Sign in to follow this  
sprite_hound

vbo update from heightmap

Recommended Posts

sprite_hound    461
I've been messing around with an fft water implementation, and on profiling the code, I find that updating my vbo is currently pretty slow. This isn't surprising since my vbo setup is really inefficient. I've been looking around, and noone seems to recommend any particular way of doing things. Quad strips? Triangle strips? Indexed triangle strips? Interleaved vbo or not?

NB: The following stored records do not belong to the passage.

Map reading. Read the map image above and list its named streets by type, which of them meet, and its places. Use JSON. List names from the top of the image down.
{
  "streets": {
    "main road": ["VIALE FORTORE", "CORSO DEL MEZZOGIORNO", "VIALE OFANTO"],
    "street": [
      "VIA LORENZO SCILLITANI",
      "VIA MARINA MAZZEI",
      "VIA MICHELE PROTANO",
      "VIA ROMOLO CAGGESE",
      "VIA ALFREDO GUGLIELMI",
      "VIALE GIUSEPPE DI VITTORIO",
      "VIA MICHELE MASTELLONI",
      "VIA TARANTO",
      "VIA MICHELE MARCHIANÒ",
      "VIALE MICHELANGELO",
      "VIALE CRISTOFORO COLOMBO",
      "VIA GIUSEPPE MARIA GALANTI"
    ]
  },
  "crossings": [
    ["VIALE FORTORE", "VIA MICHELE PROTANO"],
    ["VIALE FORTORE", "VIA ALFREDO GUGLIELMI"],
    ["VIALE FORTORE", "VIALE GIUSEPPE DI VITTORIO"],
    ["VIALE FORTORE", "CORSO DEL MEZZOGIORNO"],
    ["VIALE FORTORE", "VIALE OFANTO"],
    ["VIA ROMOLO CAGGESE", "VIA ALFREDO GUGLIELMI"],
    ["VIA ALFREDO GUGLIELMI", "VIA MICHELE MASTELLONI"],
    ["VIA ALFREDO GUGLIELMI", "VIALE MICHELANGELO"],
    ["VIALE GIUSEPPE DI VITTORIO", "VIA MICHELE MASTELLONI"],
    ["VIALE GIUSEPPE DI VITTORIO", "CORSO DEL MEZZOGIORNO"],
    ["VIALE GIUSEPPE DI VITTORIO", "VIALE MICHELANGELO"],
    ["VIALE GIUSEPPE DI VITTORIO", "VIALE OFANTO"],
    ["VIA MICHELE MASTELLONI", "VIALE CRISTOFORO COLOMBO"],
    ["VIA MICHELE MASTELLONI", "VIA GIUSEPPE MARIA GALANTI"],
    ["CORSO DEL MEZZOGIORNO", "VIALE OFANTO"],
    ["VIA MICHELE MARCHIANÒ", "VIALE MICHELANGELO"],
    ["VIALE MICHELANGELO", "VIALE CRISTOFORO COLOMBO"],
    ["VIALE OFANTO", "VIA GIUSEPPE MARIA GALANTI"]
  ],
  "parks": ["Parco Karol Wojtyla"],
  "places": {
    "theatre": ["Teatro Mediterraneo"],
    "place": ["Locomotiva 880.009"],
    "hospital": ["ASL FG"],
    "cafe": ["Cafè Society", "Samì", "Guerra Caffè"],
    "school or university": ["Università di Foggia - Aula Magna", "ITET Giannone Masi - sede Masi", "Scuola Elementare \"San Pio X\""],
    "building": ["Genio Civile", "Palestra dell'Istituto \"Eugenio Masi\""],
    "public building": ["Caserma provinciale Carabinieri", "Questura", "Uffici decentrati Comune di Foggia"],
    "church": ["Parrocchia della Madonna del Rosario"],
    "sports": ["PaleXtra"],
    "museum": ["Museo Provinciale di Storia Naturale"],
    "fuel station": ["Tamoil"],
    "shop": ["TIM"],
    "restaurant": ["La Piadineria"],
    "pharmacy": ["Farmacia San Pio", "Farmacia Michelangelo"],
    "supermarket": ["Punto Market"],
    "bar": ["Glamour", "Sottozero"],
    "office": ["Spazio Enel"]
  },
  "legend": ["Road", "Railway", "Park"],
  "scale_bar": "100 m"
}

Use a vertex attribute for the heights in a seperate buffer (might be better for updating every frame)? Current update and rendering code is here:

// update:
void FFTWater::updateVBO(bool init) {
	std::vector<cml::vector3f> vboVertices;
	std::vector<cml::vector3f> vboNormals;
	
	numQuads = 0;
	for (unsigned int x = 0; x != xSize-1; ++x) {
		for (unsigned int z = 0; z != zSize-1; ++z) {
			vboVertices.push_back( cml::vector3f(getWorldX(x), getWorldHeight(x,z+1), getWorldZ(z+1)) );
			vboVertices.push_back( cml::vector3f(getWorldX(x+1), getWorldHeight(x+1,z+1), getWorldZ(z+1)) );
			vboVertices.push_back( cml::vector3f(getWorldX(x+1), getWorldHeight(x+1,z), getWorldZ(z)) );
			vboVertices.push_back( cml::vector3f(getWorldX(x), getWorldHeight(x,z), getWorldZ(z)) );
			
			vboNormals.push_back( normal[index(x,z+1)] );
			vboNormals.push_back( normal[index(x+1,z+1)] );
			vboNormals.push_back( normal[index(x+1,z)] );
			vboNormals.push_back( normal[index(x,z)] );
			
			++numQuads;
		}
	}
	
	vboVertexSize = vboVertices.size() * sizeof(cml::vector3f);
	vboNormalSize = vboNormals.size() * sizeof(cml::vector3f);
	
	if (init) {
		vbo.setData(vboNormalSize + vboVertexSize, 0, GL_DYNAMIC_DRAW);
	}
	vbo.replaceData(vboNormalSize, &vboNormals[0], 0);
	vbo.replaceData(vboVertexSize, &vboVertices[0], vboNormalSize);
}

// rendering:

	VertexBuffer::enableState(GL_NORMAL_ARRAY);
	VertexBuffer::enableState(GL_VERTEX_ARRAY);
	vbo.bind();
	
#define BUFFER_OFFSET(i) ((char*)NULL + (i))
	glNormalPointer(GL_FLOAT, 0, 0);
	glVertexPointer(3, GL_FLOAT, 0, BUFFER_OFFSET(vboNormalSize));
#undef BUFFER_OFFSET
	
	glDrawArrays(GL_QUADS, 0, numQuads * 4);
	
	VertexBuffer::unbind();
	VertexBuffer::disableState(GL_VERTEX_ARRAY);
	VertexBuffer::disableState(GL_NORMAL_ARRAY);


Share this post


Link to post
Share on other sites
Nairb    766
Since you know how big your buffer is going to be, why not just create a fixed-sized buffer to start with instead of a dynamic vector?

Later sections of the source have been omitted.